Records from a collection
*** Block opens ***

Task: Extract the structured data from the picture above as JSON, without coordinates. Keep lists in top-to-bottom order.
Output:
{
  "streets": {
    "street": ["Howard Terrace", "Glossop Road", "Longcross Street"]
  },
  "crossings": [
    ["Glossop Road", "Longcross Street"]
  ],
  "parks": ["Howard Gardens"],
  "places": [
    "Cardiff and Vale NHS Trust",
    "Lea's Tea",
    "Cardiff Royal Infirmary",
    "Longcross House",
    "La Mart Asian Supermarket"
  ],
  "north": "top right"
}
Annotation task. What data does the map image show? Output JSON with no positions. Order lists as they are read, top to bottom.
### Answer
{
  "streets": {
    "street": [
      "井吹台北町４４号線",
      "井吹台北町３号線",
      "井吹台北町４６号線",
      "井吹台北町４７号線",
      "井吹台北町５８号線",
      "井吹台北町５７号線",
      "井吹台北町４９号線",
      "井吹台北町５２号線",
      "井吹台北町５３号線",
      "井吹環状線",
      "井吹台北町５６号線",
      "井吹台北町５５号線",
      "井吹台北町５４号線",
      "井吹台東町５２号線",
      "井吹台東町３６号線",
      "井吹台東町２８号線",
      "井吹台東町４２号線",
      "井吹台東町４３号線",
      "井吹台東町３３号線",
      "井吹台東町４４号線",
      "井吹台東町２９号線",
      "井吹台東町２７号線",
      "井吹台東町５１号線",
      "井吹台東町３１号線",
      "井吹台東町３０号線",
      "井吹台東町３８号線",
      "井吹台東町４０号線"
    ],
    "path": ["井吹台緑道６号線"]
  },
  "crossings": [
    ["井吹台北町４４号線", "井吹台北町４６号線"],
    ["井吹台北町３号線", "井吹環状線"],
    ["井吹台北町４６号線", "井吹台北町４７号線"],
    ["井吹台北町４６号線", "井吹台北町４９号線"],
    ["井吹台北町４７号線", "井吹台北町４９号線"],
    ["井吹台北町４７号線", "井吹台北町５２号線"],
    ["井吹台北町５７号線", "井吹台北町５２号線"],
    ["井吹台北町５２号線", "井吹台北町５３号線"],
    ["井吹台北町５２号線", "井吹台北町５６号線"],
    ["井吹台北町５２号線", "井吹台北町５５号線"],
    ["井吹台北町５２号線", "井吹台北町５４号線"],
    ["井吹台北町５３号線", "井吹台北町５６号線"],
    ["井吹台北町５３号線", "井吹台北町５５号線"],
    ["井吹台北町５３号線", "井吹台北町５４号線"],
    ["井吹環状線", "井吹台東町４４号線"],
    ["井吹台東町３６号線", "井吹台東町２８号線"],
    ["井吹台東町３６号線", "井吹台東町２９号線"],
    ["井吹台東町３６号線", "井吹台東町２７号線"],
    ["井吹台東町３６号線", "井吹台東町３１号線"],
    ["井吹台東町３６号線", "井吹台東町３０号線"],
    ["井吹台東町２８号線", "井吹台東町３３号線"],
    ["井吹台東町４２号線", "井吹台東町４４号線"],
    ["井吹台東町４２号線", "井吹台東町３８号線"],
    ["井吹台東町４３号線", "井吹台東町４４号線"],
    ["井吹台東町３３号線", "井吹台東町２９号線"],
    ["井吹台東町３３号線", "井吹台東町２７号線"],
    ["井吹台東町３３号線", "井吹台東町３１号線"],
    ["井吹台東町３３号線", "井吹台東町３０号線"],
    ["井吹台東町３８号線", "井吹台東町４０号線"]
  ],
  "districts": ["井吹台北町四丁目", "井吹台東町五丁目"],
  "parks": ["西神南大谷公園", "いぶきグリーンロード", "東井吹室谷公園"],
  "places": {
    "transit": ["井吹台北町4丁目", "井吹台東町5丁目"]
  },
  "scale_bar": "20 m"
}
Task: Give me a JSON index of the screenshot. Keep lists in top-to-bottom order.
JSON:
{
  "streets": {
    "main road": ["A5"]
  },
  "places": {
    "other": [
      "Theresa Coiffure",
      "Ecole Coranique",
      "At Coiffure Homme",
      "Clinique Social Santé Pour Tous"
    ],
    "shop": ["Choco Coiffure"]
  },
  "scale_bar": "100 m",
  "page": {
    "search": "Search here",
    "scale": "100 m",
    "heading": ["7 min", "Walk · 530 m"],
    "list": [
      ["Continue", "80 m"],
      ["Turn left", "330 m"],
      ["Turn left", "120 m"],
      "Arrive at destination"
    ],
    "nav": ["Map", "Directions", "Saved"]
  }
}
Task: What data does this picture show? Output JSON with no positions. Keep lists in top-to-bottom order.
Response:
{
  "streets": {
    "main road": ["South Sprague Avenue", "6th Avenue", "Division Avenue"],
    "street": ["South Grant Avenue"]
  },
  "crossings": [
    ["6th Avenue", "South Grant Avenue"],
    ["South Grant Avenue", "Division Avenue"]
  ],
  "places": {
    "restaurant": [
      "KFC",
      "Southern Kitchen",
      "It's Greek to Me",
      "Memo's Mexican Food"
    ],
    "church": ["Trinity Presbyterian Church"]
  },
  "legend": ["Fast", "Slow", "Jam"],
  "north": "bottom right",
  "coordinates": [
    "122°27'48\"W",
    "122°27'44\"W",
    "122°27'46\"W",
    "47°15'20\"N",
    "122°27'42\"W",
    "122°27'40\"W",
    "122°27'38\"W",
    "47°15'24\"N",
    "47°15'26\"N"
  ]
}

*** Block closes ***

WHAT IS NEEDED:
List every line above that holds the word "Longcross".

RESULT BELOW:
    "street": ["Howard Terrace", "Glossop Road", "Longcross Street"]
    ["Glossop Road", "Longcross Street"]
    "Longcross House",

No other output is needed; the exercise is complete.